- **EXERCISE DETAILS**:
What lines of the data below hold the string "Avenue"? Copy each one.

------ PROVIDED RECORDS ------

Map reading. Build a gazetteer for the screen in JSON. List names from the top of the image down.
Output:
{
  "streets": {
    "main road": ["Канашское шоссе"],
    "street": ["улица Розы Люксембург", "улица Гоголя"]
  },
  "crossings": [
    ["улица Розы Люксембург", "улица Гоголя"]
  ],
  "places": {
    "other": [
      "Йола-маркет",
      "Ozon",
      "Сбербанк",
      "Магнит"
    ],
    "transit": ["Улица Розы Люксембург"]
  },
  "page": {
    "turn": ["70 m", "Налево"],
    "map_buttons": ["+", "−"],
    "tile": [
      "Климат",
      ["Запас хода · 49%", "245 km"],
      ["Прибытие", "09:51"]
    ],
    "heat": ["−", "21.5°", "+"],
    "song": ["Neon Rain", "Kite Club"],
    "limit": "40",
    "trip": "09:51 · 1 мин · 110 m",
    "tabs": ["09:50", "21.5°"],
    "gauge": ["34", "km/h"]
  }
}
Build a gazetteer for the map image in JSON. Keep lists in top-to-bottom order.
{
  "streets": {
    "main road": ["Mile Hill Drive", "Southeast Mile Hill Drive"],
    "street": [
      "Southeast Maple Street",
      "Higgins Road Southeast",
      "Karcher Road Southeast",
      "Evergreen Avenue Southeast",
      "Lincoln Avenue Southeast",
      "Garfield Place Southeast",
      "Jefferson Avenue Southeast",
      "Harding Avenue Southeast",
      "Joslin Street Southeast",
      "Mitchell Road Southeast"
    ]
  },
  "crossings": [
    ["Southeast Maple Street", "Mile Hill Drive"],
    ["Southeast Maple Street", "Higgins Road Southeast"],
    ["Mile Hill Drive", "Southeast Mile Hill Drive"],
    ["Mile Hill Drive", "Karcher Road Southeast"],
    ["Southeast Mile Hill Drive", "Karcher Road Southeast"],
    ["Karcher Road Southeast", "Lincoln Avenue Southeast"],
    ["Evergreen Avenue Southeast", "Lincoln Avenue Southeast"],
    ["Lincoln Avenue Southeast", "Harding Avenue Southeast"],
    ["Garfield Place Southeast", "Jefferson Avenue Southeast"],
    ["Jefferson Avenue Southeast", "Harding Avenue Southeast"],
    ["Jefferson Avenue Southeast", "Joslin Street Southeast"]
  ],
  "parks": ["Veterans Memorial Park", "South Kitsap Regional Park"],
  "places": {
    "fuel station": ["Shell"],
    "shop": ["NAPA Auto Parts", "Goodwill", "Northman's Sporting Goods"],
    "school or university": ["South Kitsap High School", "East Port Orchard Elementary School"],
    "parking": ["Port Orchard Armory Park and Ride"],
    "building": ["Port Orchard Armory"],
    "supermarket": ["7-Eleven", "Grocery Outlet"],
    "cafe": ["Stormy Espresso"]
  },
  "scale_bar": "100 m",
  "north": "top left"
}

------

- **EXERCISE ANSWER**:
      "Evergreen Avenue Southeast",
      "Lincoln Avenue Southeast",
      "Jefferson Avenue Southeast",
      "Harding Avenue Southeast",
    ["Karcher Road Southeast", "Lincoln Avenue Southeast"],
    ["Evergreen Avenue Southeast", "Lincoln Avenue Southeast"],
    ["Lincoln Avenue Southeast", "Harding Avenue Southeast"],
    ["Garfield Place Southeast", "Jefferson Avenue Southeast"],
    ["Jefferson Avenue Southeast", "Harding Avenue Southeast"],
    ["Jefferson Avenue Southeast", "Joslin Street Southeast"]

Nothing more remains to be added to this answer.